Exercise instructions: Return the lines of the data below starting at the one holding "For a GIS import: Build" and ending at the one holding "I am building", word for word, leaving every picture out.

Records supplied:
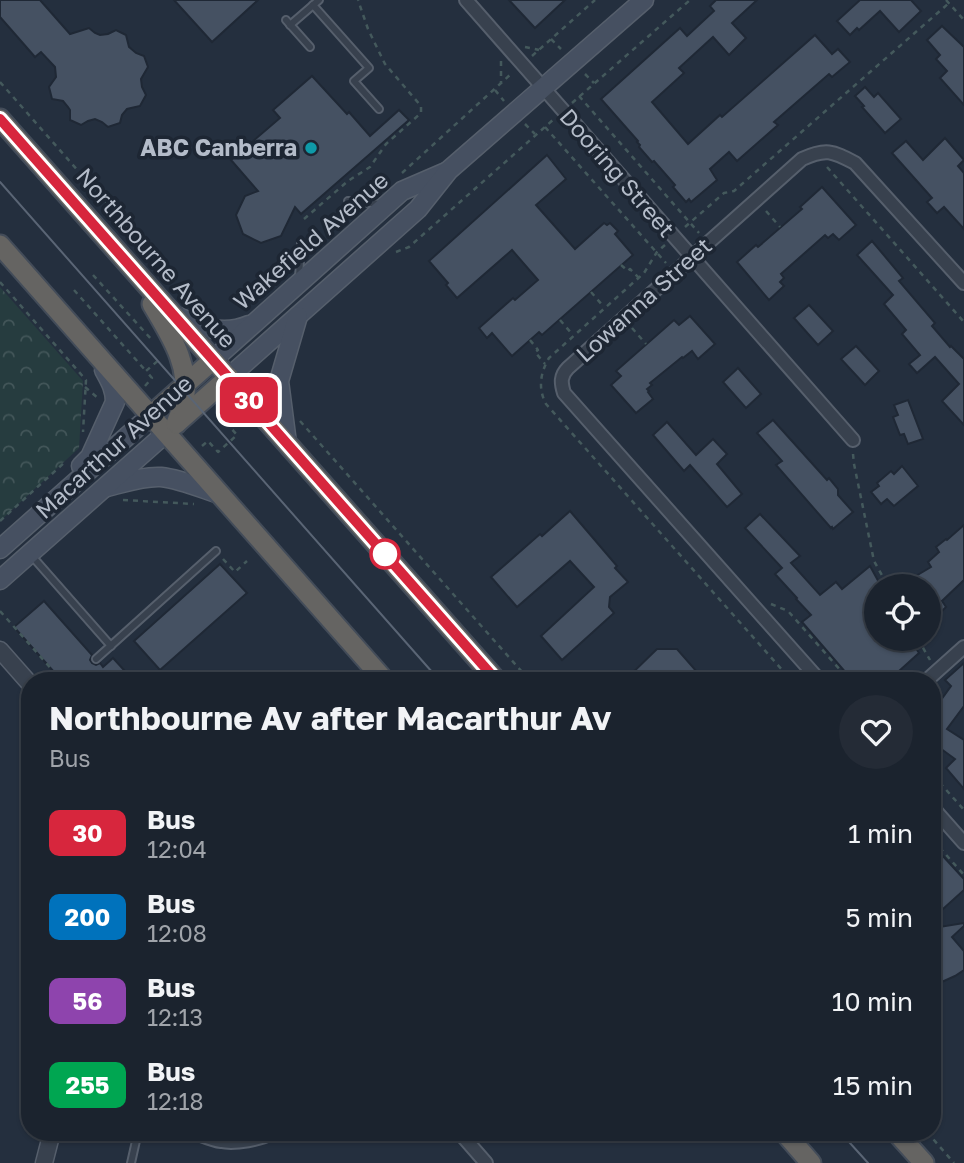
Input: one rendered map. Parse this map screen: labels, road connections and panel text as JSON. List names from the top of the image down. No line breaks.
{"streets":{"highway":["Wakefield Avenue","Northbourne Avenue","Macarthur Avenue"],"street":["Dooring Street","Lowanna Street"]},"crossings":[["Dooring Street","Wakefield Avenue"],["Dooring Street","Lowanna Street"],["Wakefield Avenue","Northbourne Avenue"],["Wakefield Avenue","Macarthur Avenue"],["Northbourne Avenue","Macarthur Avenue"]],"places":["ABC Canberra"],"lines":["bus line 30"],"page":{"on_map":"30","heading":["Northbourne Av after Macarthur Av","Bus"],"list":[{"mark":"30","name":"Bus","note":"12:04","value":"1 min"},{"mark":"200","name":"Bus","note":"12:08","value":"5 min"},{"mark":"56","name":"Bus","note":"12:13","value":"10 min"},{"mark":"255","name":"Bus","note":"12:18","value":"15 min"}]}}
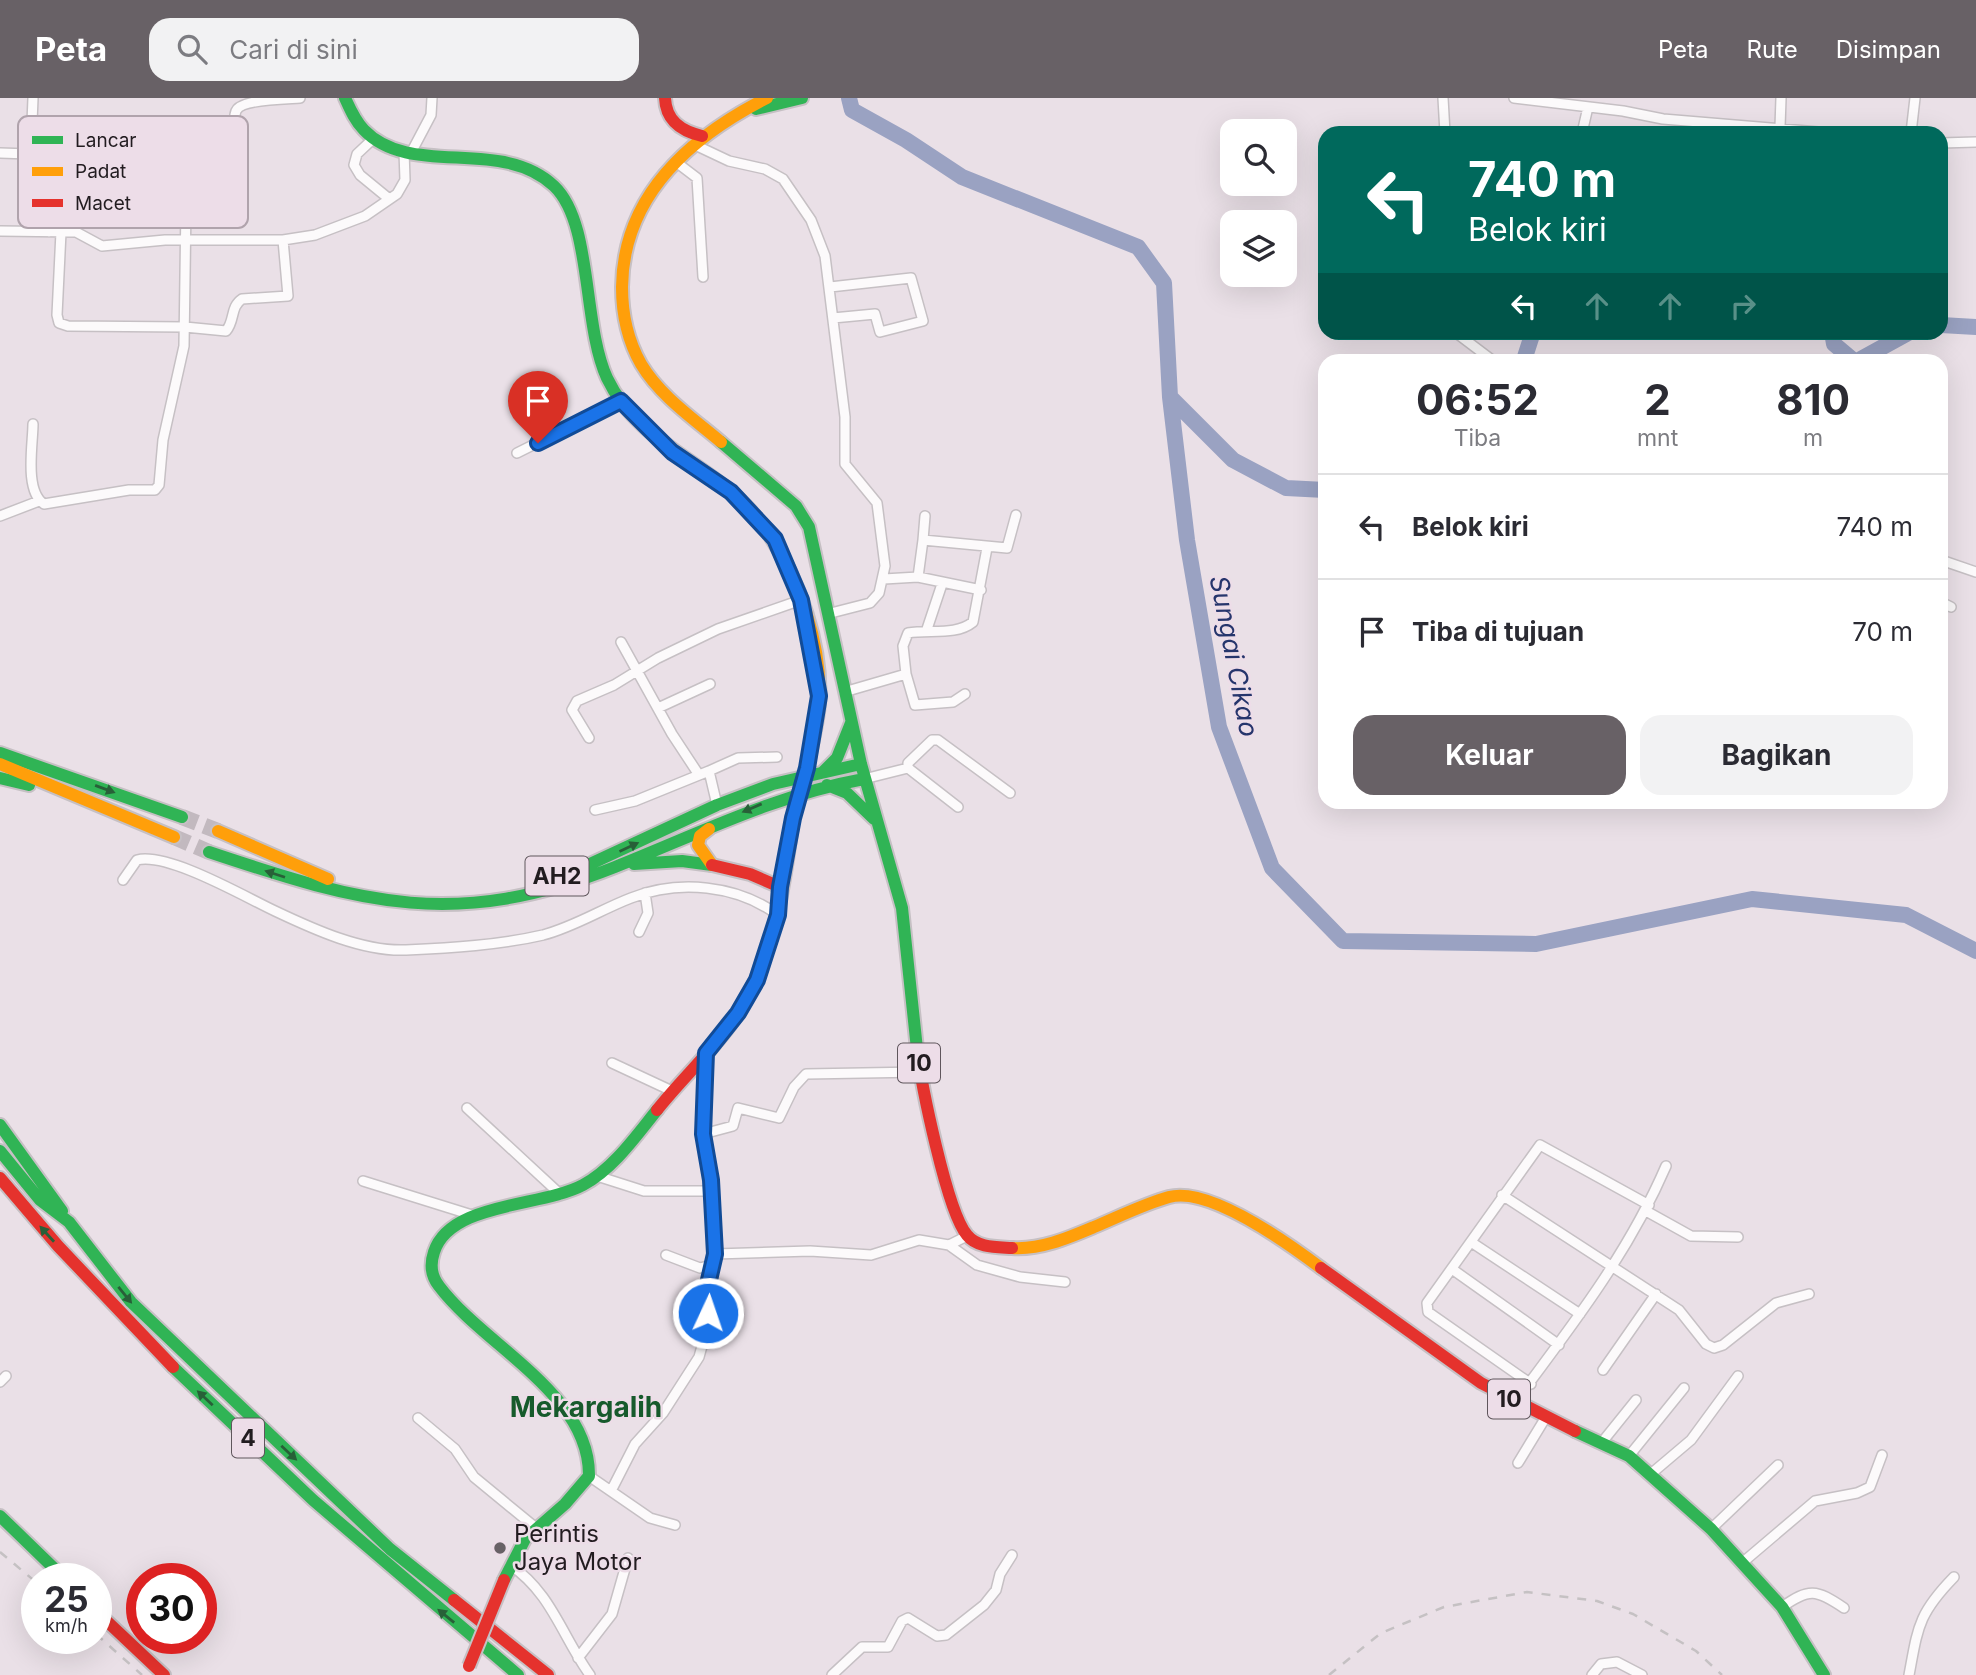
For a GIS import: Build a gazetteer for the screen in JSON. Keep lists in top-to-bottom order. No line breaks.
{"streets":{"main road":["AH2","10","4"]},"crossings":[["AH2","10"]],"districts":["Mekargalih"],"water":["Sungai Cikao"],"places":["Perintis Jaya Motor"],"legend":["Lancar","Padat","Macet"],"page":{"header":"Peta","search":"Cari di sini","nav":["Peta","Rute","Disimpan"],"turn":["740 m","Belok kiri"],"eta":["06:52","Tiba","2","mnt","810","m"],"list":[{"name":"Belok kiri","value":"740 m"},{"name":"Tiba di tujuan","value":"70 m"}],"buttons":["Keluar","Bagikan"],"speed":"25 km/h","limit":"30"}}
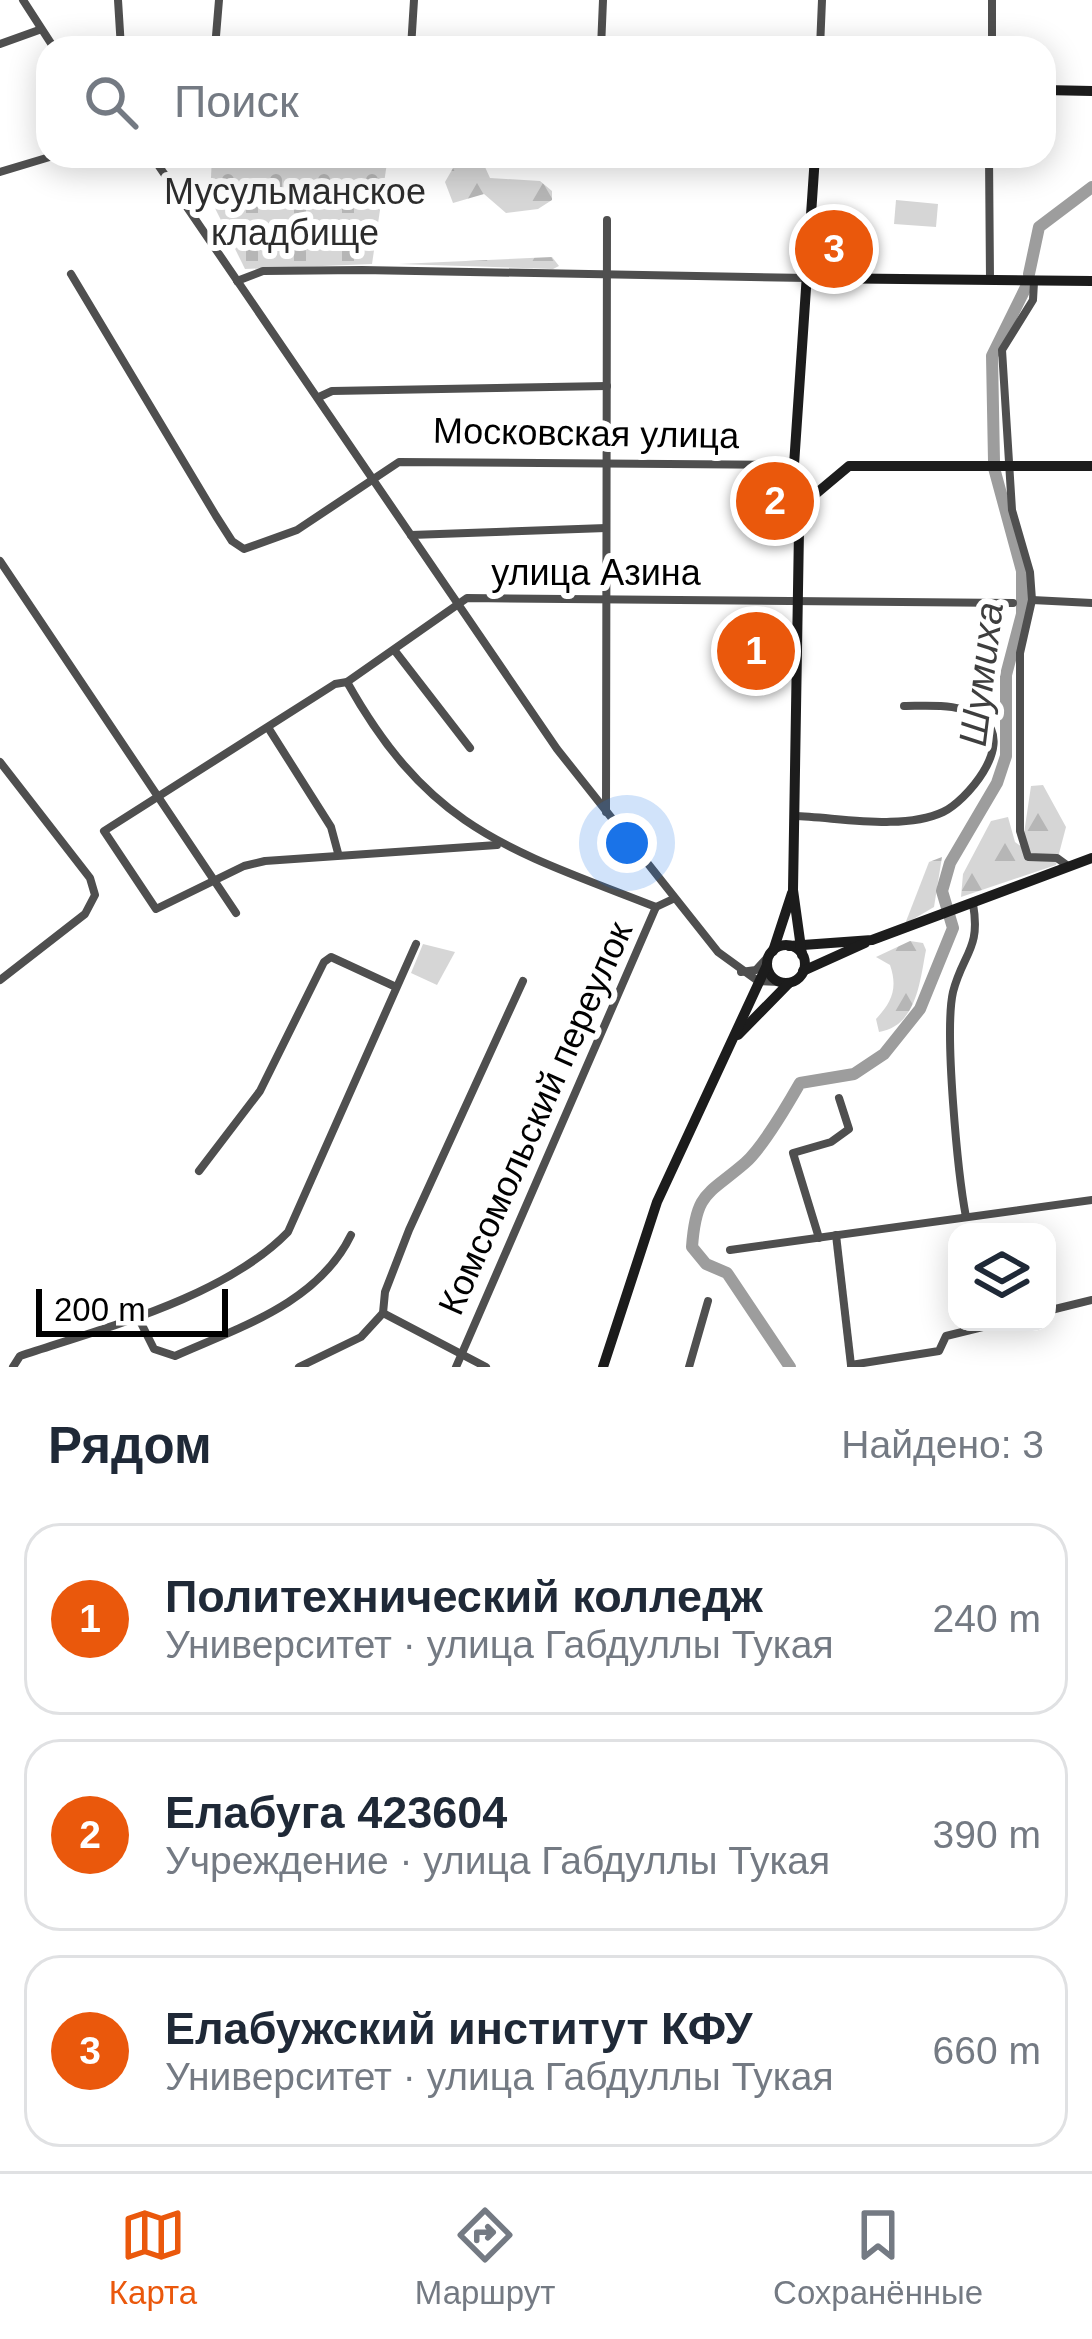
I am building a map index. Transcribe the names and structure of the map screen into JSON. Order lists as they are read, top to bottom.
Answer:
{
  "streets": {
    "street": ["Московская улица", "улица Азина", "Комсомольский переулок"]
  },
  "water": ["Шумиха"],
  "parks": ["Мусульманское кладбище"],
  "scale_bar": "200 m",
  "page": {
    "search": "Поиск",
    "pins": ["3", "2", "1"],
    "scale": "200 m",
    "heading": ["Рядом", "Найдено: 3"],
    "list": [
      {
        "mark": "1",
        "name": "Политехнический колледж",
        "note": "Университет · улица Габдуллы Тукая",
        "value": "240 m"
      },
      {
        "mark": "2",
        "name": "Елабуга 423604",
        "note": "Учреждение · улица Габдуллы Тукая",
        "value": "390 m"
      },
      {
        "mark": "3",
        "name": "Елабужский институт КФУ",
        "note": "Университет · улица Габдуллы Тукая",
        "value": "660 m"
      }
    ],
    "nav": ["Карта", "Маршрут", "Сохранённые"]
  }
}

Your response:
For a GIS import: Build a gazetteer for the screen in JSON. Keep lists in top-to-bottom order. No line breaks.
{"streets":{"main road":["AH2","10","4"]},"crossings":[["AH2","10"]],"districts":["Mekargalih"],"water":["Sungai Cikao"],"places":["Perintis Jaya Motor"],"legend":["Lancar","Padat","Macet"],"page":{"header":"Peta","search":"Cari di sini","nav":["Peta","Rute","Disimpan"],"turn":["740 m","Belok kiri"],"eta":["06:52","Tiba","2","mnt","810","m"],"list":[{"name":"Belok kiri","value":"740 m"},{"name":"Tiba di tujuan","value":"70 m"}],"buttons":["Keluar","Bagikan"],"speed":"25 km/h","limit":"30"}}
I am building a map index. Transcribe the names and structure of the map screen into JSON. Order lists as they are read, top to bottom.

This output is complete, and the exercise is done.